Cuando el hombre volvió a cargar contra ella, Alex se apartó con destreza a un lado y de nuevo volvió en su contra su propio impulso. Agarrándolo del brazo, lo lanzó directamente hacia la otra mesa de trabajo, donde se abrió la cabeza con una esquina. Aturdido, se tambaleó y se giró a mirarla. Alex le quitó la palanca de una patada y aprovechó la ventaja que le daba su estupefacción para propinarle una furiosa lluvia de puñetazos en el pecho. El hombre gruñó y ella se acercó más, dándole un cabezazo por debajo del barbilla y clavándole después los pulgares en las cuencas de los ojos. Cliff gritó mientras Alex le tiraba al suelo y le hacía una llave de cuello, aplastándole la garganta con el pliegue del codo hasta que se desmayó.

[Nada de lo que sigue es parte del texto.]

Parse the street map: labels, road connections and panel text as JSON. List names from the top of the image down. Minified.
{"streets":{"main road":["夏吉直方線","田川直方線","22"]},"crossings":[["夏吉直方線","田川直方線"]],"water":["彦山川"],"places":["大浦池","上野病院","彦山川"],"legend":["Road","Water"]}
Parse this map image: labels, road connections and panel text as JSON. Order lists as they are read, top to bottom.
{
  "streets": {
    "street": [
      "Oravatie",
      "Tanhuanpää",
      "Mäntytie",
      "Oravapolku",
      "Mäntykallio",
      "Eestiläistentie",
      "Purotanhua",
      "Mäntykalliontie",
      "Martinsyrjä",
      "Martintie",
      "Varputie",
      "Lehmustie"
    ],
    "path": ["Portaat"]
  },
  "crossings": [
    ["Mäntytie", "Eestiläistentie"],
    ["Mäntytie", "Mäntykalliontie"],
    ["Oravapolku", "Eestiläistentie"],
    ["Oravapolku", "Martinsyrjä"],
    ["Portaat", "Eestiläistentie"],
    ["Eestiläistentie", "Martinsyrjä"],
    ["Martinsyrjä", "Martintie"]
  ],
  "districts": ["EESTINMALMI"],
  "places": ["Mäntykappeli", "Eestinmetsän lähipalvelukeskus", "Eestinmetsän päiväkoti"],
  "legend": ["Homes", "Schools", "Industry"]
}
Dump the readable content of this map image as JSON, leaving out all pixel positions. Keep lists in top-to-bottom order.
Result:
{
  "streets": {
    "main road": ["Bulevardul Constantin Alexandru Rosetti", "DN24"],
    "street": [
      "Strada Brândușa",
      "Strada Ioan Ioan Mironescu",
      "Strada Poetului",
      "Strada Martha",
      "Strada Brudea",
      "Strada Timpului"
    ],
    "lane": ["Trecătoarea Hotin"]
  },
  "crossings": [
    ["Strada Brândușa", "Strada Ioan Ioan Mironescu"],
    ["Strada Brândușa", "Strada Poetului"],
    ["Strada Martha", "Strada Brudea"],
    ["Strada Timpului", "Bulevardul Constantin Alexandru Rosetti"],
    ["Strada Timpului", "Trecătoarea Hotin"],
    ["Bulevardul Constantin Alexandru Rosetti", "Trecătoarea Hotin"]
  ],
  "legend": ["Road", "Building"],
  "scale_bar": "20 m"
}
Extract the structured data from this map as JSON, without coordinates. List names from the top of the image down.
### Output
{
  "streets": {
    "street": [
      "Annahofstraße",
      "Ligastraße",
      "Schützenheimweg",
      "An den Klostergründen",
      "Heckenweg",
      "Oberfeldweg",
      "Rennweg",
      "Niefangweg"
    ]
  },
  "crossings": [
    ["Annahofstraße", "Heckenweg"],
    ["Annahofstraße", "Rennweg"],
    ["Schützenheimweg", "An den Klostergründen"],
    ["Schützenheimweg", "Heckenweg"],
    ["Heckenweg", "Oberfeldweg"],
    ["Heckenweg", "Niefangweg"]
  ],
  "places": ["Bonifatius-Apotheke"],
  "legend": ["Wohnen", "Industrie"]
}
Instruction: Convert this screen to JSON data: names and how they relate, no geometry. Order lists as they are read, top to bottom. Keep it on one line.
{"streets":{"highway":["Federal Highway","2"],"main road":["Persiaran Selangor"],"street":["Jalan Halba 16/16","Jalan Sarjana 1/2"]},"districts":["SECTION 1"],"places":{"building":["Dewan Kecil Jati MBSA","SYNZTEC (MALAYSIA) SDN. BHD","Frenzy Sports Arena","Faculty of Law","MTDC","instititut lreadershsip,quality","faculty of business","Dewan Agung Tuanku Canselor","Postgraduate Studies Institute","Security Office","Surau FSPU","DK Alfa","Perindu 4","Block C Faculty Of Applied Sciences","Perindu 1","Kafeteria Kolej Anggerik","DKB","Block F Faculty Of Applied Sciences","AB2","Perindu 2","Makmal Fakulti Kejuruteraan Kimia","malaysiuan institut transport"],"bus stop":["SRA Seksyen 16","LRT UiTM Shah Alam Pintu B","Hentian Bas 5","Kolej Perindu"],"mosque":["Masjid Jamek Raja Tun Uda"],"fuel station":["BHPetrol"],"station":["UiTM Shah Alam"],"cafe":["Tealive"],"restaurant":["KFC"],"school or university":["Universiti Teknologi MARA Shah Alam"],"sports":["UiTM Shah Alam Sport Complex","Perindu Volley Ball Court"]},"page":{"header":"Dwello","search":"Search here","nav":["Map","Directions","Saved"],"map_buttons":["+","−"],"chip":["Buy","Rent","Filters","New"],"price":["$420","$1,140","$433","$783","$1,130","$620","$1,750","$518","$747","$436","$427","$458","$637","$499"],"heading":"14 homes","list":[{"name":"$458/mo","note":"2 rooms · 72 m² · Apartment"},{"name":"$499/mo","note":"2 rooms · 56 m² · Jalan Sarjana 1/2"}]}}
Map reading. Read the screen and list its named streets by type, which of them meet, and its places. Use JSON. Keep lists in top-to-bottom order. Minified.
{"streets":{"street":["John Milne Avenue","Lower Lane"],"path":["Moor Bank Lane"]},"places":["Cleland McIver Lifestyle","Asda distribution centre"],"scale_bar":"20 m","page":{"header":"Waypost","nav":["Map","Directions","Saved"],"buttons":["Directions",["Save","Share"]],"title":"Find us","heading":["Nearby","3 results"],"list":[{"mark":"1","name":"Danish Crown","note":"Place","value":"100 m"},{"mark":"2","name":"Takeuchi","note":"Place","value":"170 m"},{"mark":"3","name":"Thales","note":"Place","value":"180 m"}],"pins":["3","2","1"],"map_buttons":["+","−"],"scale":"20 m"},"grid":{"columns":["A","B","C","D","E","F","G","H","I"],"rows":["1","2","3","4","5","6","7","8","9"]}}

Alex se echó hacia atrás, respirando con dificultad. Tenía la espalda perlada de sudor; desde luego, ya no tenía frío. Como no sabía cuánto tiempo iba a estar inconsciente, tenía que actuar deprisa. Lo cogió por los brazos y lo arrastró hasta la sala de las jaulas, donde lo metió en una de las jaulas vacías y lo dejó desplomado sobre el suelo. De su cinturón colgaba una pequeña linterna. Alex la cogió y rebuscó en sus bolsillos, y encontró una navaja plegable, un encendedor, una cajetilla de cigarrillos, un llavero y una cartera. Sacó su carné de identidad. No era de la zona, sino de Boise, Idaho. Recordó que le había oído comentar que llevaba allí una semana, y que el hombre de la radio había dicho que «ellos» llegaban mañana.
¿Quiénes eran ellos?
Echó una mirada alrededor. ¿Más animales? ¿Cazadores para matar a los animales? Una operación así por fuerza tenía que ser compleja. Tenían que tener las espaldas bien cubiertas y miles de contactos para pasar de contrabando animales como aquellos sin que nadie se enterase. Le daba asco.
Se quedó con el carné de identidad del hombre, después le quitó la parka y se la puso. Al menos, ahora no pasaría frío. Cerró la puerta de la jaula y se trancó automáticamente. Después volvió al teléfono.
Estaba en muy mal estado, cada pieza por un lado, los cables sueltos, las soldaduras rotas. Estaba destrozado sin remedio.